"Un disciplinare tecnico-sanitario per il settore dei trasporti"

Milano - "La crisi prodotta dalla diffusione del Covid-19 ha carattere di straordinarietà e sta colpendo molti settori primari dell'economia, in particolare il comparto del trasporto e della logistica, determinante e fondamentale" così il direttore generale dell'Alis, Marcello Di Caterina

Milano - "La crisi prodotta dalla diffusione del Covid-19 ha carattere di straordinarietà e sta colpendo molti settori primari dell'economia, in particolare il comparto del trasporto e della logistica, determinante e fondamentale per garantire il regolare approvvigionamento dei cicli produttivi continui e dei beni di prima necessità, dai prodotti agroalimentari al trasporto di farmaci o di carburanti".
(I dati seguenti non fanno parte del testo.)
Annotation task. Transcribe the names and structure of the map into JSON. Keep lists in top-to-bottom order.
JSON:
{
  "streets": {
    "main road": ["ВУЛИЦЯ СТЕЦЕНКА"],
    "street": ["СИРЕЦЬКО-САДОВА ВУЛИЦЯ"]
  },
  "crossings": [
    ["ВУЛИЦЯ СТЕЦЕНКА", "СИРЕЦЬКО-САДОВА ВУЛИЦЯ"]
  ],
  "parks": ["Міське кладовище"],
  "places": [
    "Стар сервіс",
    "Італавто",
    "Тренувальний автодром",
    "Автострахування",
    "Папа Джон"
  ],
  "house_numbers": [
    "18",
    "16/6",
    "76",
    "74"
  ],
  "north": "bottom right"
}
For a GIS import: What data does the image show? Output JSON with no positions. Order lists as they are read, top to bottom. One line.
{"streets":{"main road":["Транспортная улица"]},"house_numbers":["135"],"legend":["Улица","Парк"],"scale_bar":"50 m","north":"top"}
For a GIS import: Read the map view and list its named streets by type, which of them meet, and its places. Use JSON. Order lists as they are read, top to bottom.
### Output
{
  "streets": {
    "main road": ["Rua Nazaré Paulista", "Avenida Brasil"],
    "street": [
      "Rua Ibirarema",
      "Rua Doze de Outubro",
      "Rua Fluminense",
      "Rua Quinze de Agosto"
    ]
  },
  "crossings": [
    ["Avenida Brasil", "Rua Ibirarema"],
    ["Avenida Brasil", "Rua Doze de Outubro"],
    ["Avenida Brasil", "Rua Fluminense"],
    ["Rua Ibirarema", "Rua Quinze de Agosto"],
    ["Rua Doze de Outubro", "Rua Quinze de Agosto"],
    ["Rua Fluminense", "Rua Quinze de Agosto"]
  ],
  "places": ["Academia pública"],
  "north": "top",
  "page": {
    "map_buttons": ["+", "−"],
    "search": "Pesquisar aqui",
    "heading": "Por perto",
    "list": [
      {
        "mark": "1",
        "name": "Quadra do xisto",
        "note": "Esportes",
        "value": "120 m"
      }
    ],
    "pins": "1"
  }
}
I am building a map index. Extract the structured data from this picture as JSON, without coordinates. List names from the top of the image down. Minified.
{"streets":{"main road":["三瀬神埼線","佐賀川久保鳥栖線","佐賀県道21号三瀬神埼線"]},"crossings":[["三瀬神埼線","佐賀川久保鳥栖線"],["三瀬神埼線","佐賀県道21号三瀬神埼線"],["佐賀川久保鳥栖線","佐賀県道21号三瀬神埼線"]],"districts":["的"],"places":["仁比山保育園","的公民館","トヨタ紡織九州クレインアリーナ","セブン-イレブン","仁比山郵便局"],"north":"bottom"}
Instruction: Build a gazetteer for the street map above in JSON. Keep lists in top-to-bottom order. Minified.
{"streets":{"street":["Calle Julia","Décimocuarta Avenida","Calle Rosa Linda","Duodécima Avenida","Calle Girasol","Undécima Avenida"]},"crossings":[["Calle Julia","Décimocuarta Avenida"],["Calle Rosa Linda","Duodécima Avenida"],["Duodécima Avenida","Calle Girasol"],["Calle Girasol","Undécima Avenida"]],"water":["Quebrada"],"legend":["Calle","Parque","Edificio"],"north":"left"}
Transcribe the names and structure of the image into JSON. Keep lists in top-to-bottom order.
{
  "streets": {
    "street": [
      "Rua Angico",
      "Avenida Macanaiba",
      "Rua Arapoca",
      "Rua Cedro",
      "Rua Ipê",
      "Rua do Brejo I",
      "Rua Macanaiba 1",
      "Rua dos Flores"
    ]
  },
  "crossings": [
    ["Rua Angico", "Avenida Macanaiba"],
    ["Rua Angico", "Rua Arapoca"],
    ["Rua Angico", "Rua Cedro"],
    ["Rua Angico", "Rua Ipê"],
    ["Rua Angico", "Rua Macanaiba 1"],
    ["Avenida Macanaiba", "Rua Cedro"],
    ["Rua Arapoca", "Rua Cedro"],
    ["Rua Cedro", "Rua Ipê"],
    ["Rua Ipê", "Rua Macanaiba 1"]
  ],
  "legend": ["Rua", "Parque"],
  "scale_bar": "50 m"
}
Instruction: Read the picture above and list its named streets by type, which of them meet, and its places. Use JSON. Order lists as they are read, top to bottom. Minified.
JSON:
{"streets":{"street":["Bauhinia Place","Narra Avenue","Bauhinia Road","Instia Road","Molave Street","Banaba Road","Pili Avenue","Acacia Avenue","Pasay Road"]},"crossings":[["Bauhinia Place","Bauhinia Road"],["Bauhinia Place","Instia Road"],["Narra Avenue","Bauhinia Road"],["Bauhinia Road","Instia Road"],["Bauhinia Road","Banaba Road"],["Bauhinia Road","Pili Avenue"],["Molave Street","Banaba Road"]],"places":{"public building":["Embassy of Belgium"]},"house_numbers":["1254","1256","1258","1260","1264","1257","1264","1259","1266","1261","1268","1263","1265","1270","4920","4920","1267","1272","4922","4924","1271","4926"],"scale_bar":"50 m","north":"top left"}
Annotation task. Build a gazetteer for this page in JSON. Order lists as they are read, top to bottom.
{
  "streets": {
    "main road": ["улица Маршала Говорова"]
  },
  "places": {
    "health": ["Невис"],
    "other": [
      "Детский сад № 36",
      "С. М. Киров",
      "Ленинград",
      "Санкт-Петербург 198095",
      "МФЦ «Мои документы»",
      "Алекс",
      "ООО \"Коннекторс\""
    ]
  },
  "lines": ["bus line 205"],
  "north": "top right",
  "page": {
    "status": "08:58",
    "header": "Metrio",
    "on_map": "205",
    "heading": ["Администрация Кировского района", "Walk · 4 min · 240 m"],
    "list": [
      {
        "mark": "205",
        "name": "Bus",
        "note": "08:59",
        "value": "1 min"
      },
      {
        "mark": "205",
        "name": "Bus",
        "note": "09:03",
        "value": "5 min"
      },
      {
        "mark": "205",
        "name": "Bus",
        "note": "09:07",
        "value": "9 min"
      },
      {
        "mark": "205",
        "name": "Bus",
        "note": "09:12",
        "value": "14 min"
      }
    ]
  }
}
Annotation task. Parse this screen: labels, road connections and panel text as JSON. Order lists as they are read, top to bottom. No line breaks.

Così il direttore generale dell'Alis, Marcello Di Caterina, commenta il momento delicato che sta colpendo l'Italia, anche a seguito delle misure previste dal decreto della presidenza del Consiglio dei ministri del 9 marzo, estese a tutto il territorio nazionale, e le imprese del trasporto e della logistica che ogni giorno operano efficientemente per garantire il mantenimento dello stile di vita e delle abitudini di tutti i cittadini italiani: "L'Alis promuove da sempre l'intermodalità, che si traduce in sicurezza, tracciabilità e sostenibilità. Specialmente in una situazione di eccezionale straordinarietà come quella attuale - aggiunge Di Caterina -. L' Alis ritiene che proprio la rapida adozione e l'implementazione di misure volte ad incentivare la conversione modale (strada-mare; strada-ferro) dei trasporti possa rappresentareuna soluzione efficace e di sintesi tra gli interessi e i beni coinvolti".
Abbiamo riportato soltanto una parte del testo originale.